Based on Dan's post, I want to reflect on how I choose and create resources. My first year of teaching I spent every night (literally) on google or twitter looking for resources because I (literally) had nothing but a text book. At that time I was desperate and would take (literally) anything I could find.
Over the past five years I now create almost everything rather than just taking something straight off the internet. Even when I find a great resource, I still change it in some way.
So what makes a good resource good?
This is my opinion, my personal framework, my theory for what makes a resource good for me and my students.
I create/choose a resource when it is:
- One where I don't talk! Shelli's quote "The worst way to teach is to talk" has really stuck with me as an extension of my past "Be less talkative". I've done a lot of activities in the past couple weeks in Geometry, Algebra 2, and Trig that had made me realize how little I've done of that in Algebra I. I love giving students time to discuss and think and sort and work without my own voice interfering with their brain.
- One where instructions build and students are forced to read and follow them on their own. I firmly believe that this is a skill that must be taught year after year. Even when students have had me for three years in a row, they still struggle with this. Following directions is a life skill!
- One where there is productive struggle. It can't be so easy that they fly through it and it can't be so hard that everyone has questions at the same time. I want them to be puzzled, to reread things, to scratch things out and try something else, to have a question or two. I do not want them to give up, to say they have no idea what they're doing, or to ask me a question on every part of the activity.
- One where students are engaged. It needs to have parts that are easy enough for anyone to try and extend to parts that students wouldn't have thought of on their own. I wanted to say active but being active doesn't mean the brain is engaged.
- One where students are actively thinking. I love sorting activities because students are doing so many things at once: comparing, contrasting, categorizing, looking for patterns or trends, noticing, and wondering. I like when students need to make decisions, estimate, problem solve, and answer questions.
- One where students reflect. Students should have to make decisions and then think if those decisions make sense. Justify their thinking. They should be able to summarize what they've learned from the activity and apply it.
- One that accomplishes the intended goal. I used to just take any worksheet or activity that 'covered' a concept.
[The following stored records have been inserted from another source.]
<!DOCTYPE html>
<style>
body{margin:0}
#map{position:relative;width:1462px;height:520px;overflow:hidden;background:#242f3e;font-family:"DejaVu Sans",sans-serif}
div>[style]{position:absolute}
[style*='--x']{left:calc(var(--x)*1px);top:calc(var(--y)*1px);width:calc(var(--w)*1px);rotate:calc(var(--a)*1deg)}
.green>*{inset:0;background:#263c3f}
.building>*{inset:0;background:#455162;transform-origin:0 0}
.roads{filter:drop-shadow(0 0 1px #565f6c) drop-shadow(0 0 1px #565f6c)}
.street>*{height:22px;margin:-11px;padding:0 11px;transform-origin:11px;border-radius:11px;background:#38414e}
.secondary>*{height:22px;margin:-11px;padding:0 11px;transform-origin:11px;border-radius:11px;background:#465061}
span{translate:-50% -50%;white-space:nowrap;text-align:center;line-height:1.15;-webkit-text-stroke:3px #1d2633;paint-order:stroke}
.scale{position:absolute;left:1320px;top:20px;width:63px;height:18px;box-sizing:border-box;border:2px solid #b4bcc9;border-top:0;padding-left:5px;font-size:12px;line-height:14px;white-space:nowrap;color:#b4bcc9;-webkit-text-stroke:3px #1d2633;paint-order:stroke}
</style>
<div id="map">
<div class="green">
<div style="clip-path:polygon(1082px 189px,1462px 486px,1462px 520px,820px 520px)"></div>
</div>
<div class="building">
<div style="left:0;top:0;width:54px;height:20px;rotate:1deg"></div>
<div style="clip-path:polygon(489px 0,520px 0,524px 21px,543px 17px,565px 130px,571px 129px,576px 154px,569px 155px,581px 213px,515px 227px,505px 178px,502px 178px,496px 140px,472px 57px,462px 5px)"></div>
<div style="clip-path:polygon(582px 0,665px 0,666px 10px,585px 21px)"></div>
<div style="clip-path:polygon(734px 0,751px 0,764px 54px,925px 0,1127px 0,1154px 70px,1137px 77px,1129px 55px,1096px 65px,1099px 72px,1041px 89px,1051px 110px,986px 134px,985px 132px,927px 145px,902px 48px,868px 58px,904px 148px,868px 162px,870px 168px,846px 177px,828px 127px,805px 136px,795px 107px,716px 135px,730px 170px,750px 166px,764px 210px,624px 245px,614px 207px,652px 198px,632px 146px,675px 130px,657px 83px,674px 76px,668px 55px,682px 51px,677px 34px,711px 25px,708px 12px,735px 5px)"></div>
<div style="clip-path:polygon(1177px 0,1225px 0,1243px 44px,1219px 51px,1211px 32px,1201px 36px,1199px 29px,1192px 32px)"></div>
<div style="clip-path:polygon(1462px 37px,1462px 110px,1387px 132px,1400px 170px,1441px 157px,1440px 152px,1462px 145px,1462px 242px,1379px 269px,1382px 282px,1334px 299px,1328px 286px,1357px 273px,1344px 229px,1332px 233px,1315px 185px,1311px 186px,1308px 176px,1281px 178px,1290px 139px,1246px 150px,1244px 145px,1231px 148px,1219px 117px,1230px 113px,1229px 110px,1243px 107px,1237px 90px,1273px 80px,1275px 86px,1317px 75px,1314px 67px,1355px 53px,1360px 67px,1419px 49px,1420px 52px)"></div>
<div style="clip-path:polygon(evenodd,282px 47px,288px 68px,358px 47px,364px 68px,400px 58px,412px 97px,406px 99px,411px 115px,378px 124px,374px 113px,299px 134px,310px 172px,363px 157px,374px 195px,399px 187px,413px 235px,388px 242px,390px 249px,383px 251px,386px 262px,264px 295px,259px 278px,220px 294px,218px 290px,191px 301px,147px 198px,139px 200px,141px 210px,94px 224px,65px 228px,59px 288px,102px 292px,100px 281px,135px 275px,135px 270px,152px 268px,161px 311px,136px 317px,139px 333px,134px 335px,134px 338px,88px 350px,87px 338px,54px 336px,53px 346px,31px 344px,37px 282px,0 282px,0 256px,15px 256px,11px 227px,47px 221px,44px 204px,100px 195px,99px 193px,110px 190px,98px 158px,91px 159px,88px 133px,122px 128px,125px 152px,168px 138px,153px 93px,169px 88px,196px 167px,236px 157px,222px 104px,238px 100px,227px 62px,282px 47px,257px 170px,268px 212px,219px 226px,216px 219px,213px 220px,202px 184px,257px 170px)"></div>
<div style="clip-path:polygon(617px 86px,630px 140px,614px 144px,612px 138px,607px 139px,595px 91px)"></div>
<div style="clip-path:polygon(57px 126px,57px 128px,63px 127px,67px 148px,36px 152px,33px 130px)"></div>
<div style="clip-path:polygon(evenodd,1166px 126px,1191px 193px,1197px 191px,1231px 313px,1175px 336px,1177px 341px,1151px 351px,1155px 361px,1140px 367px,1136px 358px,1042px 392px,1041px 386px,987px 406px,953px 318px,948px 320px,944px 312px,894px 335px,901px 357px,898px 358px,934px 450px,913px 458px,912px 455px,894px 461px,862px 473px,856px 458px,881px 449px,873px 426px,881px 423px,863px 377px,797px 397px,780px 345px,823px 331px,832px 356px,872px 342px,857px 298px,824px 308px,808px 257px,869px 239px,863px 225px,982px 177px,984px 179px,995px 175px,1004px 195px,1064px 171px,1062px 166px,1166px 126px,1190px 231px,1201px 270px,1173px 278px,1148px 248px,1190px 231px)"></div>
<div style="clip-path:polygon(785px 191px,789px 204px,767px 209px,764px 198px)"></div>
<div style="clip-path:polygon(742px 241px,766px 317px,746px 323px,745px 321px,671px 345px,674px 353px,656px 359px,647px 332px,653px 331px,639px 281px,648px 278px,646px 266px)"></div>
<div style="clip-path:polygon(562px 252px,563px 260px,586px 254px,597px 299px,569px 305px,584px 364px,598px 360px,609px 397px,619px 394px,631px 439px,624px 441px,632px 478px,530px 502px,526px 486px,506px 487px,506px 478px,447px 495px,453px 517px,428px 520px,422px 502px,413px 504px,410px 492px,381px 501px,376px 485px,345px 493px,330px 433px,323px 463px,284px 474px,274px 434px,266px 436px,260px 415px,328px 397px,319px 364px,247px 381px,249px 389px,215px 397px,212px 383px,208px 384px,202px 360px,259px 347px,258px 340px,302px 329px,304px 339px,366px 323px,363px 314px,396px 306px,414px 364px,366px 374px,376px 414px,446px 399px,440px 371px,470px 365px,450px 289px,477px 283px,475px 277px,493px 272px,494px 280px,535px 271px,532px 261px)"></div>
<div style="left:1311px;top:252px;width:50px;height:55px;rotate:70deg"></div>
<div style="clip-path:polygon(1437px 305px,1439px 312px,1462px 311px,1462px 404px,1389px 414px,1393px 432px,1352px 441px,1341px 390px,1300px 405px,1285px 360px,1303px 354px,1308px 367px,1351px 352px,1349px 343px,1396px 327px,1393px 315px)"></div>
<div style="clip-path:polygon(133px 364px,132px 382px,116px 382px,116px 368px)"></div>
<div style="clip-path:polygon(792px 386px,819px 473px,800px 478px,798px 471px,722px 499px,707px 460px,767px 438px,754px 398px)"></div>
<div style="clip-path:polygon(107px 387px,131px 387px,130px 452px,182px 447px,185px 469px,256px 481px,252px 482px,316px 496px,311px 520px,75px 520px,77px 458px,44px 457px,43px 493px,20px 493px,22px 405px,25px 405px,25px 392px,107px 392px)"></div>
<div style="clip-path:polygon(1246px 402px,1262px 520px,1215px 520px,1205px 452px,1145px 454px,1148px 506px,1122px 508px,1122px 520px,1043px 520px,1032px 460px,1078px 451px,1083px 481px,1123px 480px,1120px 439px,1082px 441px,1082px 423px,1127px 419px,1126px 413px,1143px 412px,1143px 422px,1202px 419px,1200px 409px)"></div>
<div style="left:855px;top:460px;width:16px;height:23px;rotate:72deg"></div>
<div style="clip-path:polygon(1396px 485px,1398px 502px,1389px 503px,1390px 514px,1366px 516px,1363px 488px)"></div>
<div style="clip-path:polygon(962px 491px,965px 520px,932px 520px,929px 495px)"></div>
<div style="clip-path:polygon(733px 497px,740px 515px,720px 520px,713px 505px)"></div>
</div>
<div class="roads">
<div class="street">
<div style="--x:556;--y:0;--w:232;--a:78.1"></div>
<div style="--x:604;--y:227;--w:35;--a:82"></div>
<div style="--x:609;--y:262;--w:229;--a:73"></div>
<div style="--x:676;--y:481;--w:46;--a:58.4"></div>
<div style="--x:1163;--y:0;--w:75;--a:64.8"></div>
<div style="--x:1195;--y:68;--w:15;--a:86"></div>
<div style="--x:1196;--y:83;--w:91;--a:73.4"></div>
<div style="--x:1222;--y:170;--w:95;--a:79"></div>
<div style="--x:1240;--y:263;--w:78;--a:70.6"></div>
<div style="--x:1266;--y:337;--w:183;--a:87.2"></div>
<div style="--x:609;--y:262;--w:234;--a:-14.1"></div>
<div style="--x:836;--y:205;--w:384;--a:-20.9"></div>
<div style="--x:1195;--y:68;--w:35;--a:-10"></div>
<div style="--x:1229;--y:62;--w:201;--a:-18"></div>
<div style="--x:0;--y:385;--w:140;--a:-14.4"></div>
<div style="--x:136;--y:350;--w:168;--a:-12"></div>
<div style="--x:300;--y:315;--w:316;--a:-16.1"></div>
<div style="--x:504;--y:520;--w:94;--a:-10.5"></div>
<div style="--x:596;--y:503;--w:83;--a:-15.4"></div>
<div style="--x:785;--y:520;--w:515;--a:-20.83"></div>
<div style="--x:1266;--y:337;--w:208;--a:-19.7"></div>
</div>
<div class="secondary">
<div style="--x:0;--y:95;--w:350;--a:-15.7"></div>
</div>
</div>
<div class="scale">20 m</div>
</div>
Now I look for more specific goals. If it doesn't accomplish what I want, I look for ways I can alter or enhance it.
- One that is well organized. It needs to make sense, to flow, and to be efficient. I hate when things are poorly designed and take up way too much space or are crammed together. A lot of the resources I find are great, they just need to be reformatted. Less is more.
- One that is easily replicated. I blog about my favorite activities and that is so helpful the next year. I can go back and see how I set it up. If I can't easily take pictures of it or explain it to others, it's likely I won't use it that often or share it. And like Glenn says, if I can't share it, it never happened!